[EXTRACTED MATERIAL — start]
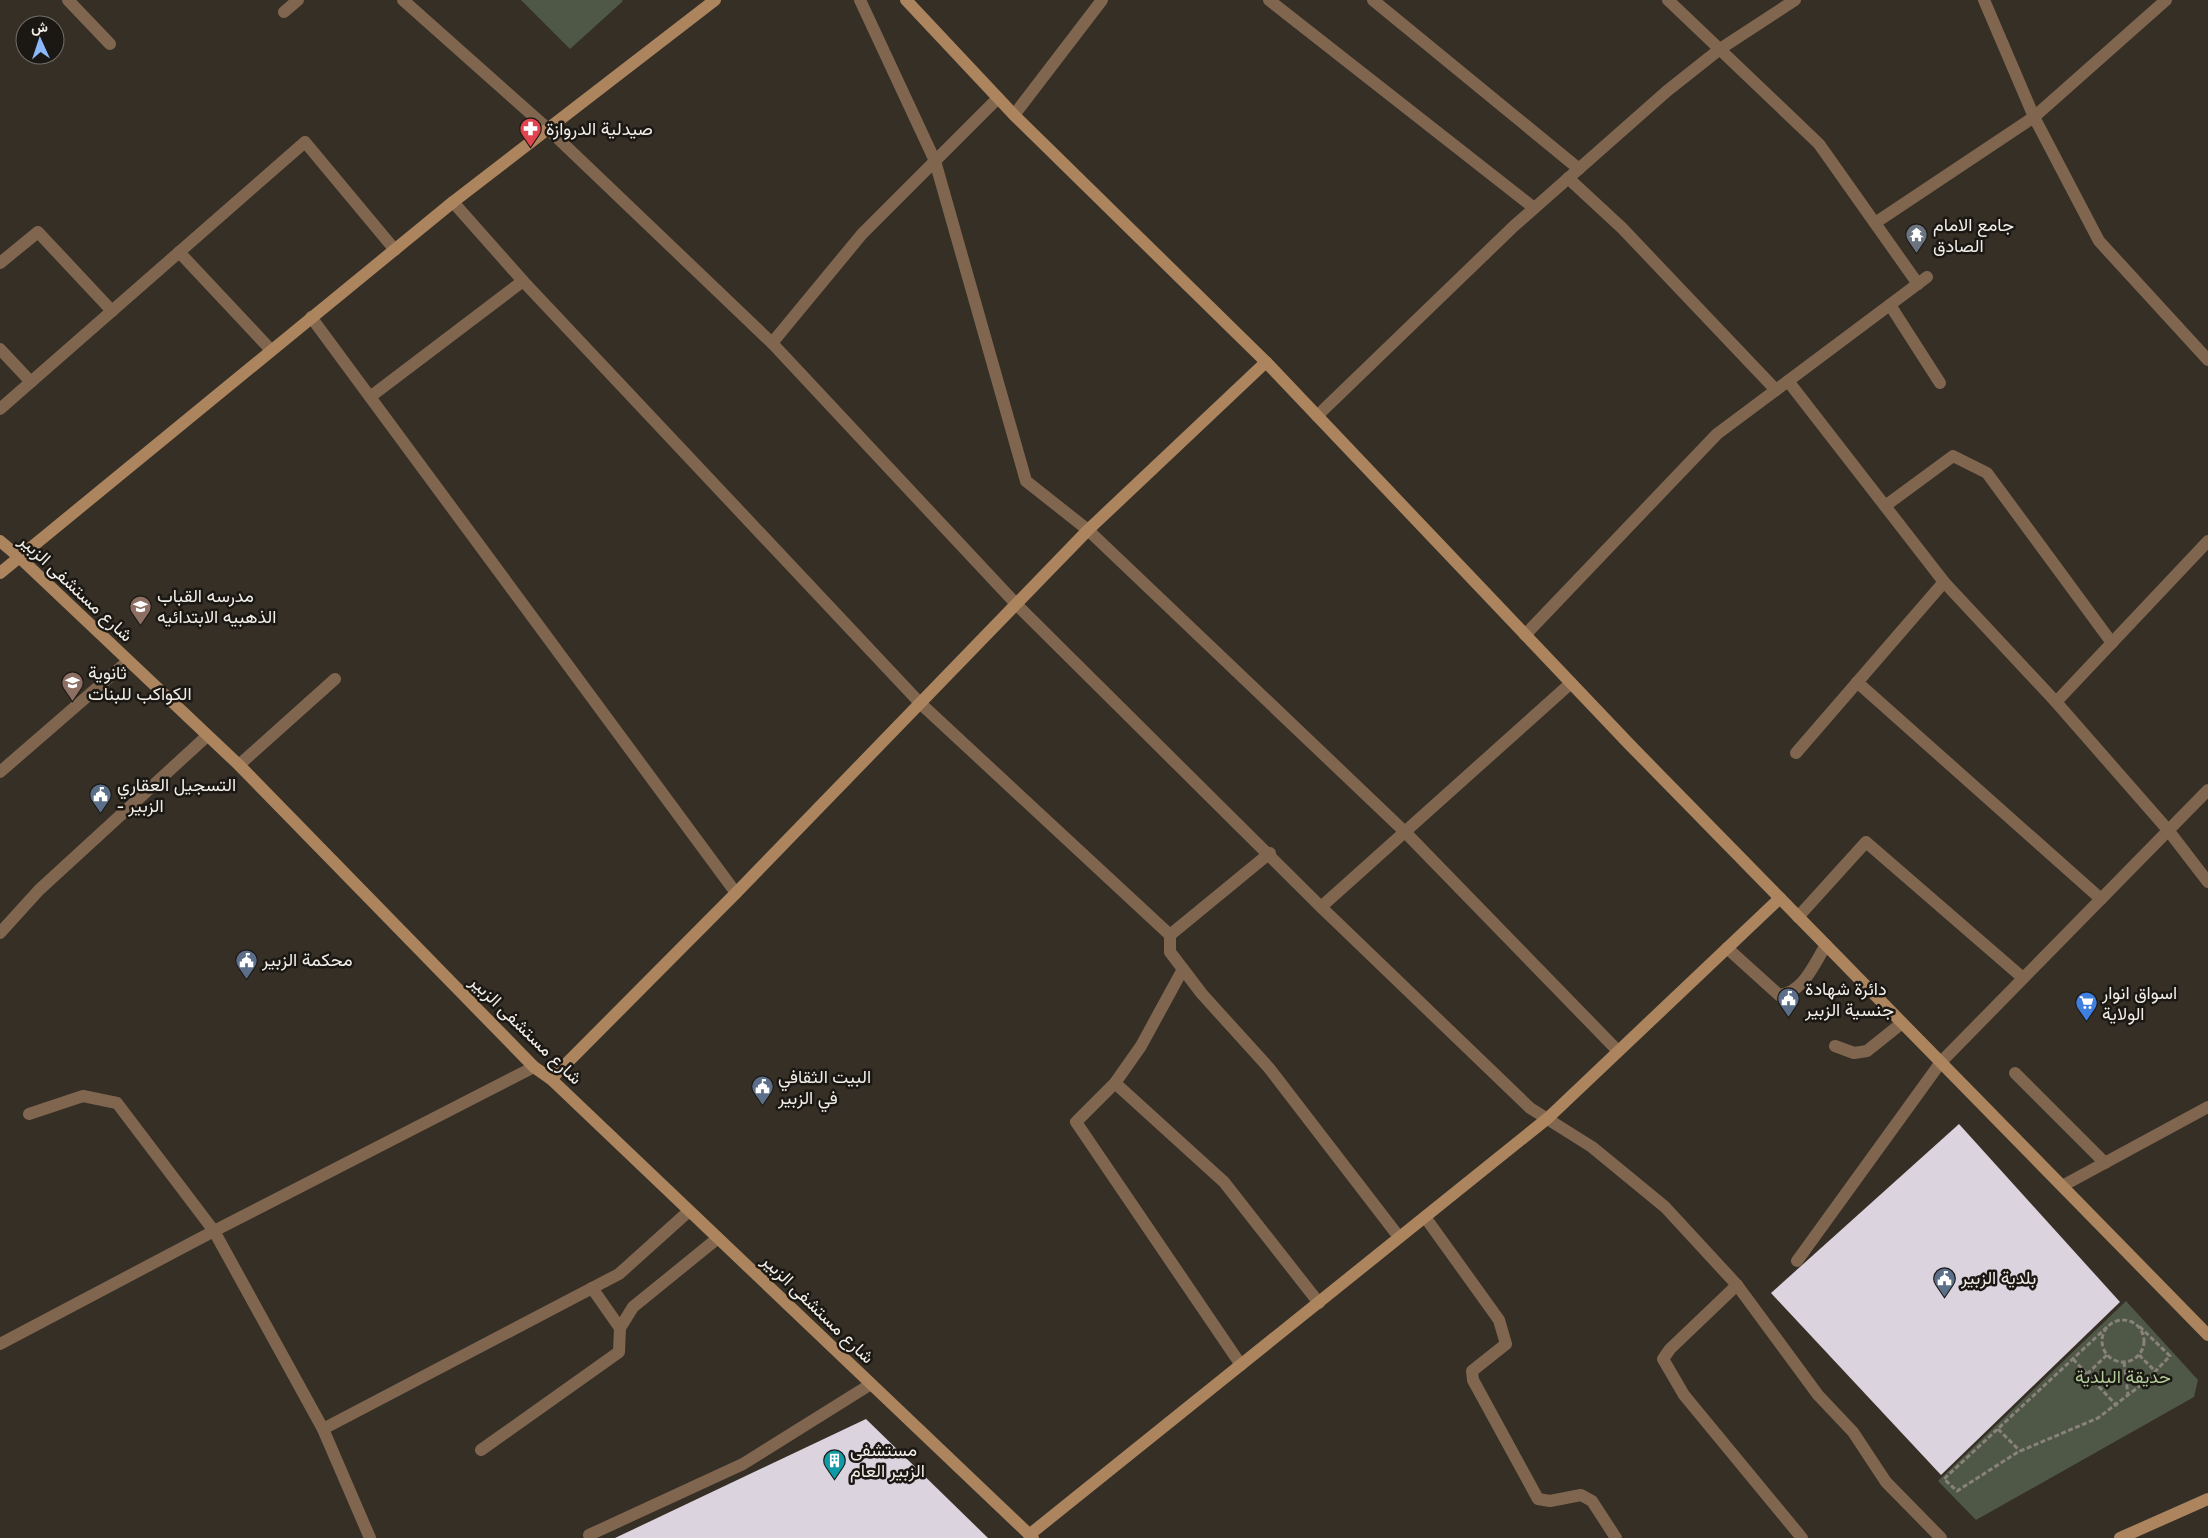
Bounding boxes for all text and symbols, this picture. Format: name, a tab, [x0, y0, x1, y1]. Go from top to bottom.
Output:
north arrow	[15, 15, 65, 65]
text: ش	[30, 18, 48, 36]
pharmacy icon: صيدلية الدروازة	[518, 117, 542, 148]
place label: صيدلية الدروازة	[546, 117, 653, 140]
place label: جامع الامام الصادق	[1933, 213, 2014, 256]
temple icon: جامع الامام الصادق	[1905, 223, 1929, 254]
street label: شارع مستشفى الزبير	[13, 528, 138, 647]
place label: مدرسه القباب الذهبيه الابتدائيه	[157, 584, 276, 627]
school or university icon: مدرسه القباب الذهبيه الابتدائيه	[129, 594, 153, 625]
place label: ثانوية الكواكب للبنات	[88, 661, 192, 705]
school or university icon: ثانوية الكواكب للبنات	[60, 671, 84, 702]
place label: التسجيل العقاري - الزبير	[117, 773, 236, 817]
public building icon: التسجيل العقاري - الزبير	[89, 783, 113, 814]
public building icon: محكمة الزبير	[234, 948, 258, 979]
place label: محكمة الزبير	[261, 948, 353, 971]
street label: شارع مستشفى الزبير	[464, 969, 587, 1090]
place label: دائرة شهادة جنسية الزبير	[1804, 977, 1894, 1021]
place label: اسواق انوار الولاية	[2101, 981, 2177, 1025]
public building icon: دائرة شهادة جنسية الزبير	[1777, 987, 1801, 1018]
supermarket icon: اسواق انوار الولاية	[2074, 991, 2098, 1022]
place label: البيت الثقافي في الزبير	[777, 1065, 871, 1113]
public building icon: البيت الثقافي في الزبير	[750, 1075, 774, 1106]
street label: شارع مستشفى الزبير	[756, 1248, 879, 1369]
public building icon: بلدية الزبير	[1933, 1266, 1957, 1297]
place label: بلدية الزبير	[1960, 1266, 2036, 1289]
park label: حديقة البلدية	[2075, 1365, 2171, 1387]
place label: مستشفى الزبير العام	[850, 1438, 925, 1483]
building icon: مستشفى الزبير العام	[822, 1448, 846, 1479]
[EXTRACTED MATERIAL — finish]
> [EXERCISE AIM] Leave the images behind and write out every entry exactly.

> [RESPONSE BELOW]
Bounding boxes for all text and symbols, this picture. Format: name, a tab, [x0, y0, x1, y1]. Go from top to bottom.
Output:
north arrow	[15, 15, 65, 65]
text: ش	[30, 18, 48, 36]
pharmacy icon: صيدلية الدروازة	[518, 117, 542, 148]
place label: صيدلية الدروازة	[546, 117, 653, 140]
place label: جامع الامام الصادق	[1933, 213, 2014, 256]
temple icon: جامع الامام الصادق	[1905, 223, 1929, 254]
street label: شارع مستشفى الزبير	[13, 528, 138, 647]
place label: مدرسه القباب الذهبيه الابتدائيه	[157, 584, 276, 627]
school or university icon: مدرسه القباب الذهبيه الابتدائيه	[129, 594, 153, 625]
place label: ثانوية الكواكب للبنات	[88, 661, 192, 705]
school or university icon: ثانوية الكواكب للبنات	[60, 671, 84, 702]
place label: التسجيل العقاري - الزبير	[117, 773, 236, 817]
public building icon: التسجيل العقاري - الزبير	[89, 783, 113, 814]
public building icon: محكمة الزبير	[234, 948, 258, 979]
place label: محكمة الزبير	[261, 948, 353, 971]
street label: شارع مستشفى الزبير	[464, 969, 587, 1090]
place label: دائرة شهادة جنسية الزبير	[1804, 977, 1894, 1021]
place label: اسواق انوار الولاية	[2101, 981, 2177, 1025]
public building icon: دائرة شهادة جنسية الزبير	[1777, 987, 1801, 1018]
supermarket icon: اسواق انوار الولاية	[2074, 991, 2098, 1022]
place label: البيت الثقافي في الزبير	[777, 1065, 871, 1113]
public building icon: البيت الثقافي في الزبير	[750, 1075, 774, 1106]
street label: شارع مستشفى الزبير	[756, 1248, 879, 1369]
public building icon: بلدية الزبير	[1933, 1266, 1957, 1297]
place label: بلدية الزبير	[1960, 1266, 2036, 1289]
park label: حديقة البلدية	[2075, 1365, 2171, 1387]
place label: مستشفى الزبير العام	[850, 1438, 925, 1483]
building icon: مستشفى الزبير العام	[822, 1448, 846, 1479]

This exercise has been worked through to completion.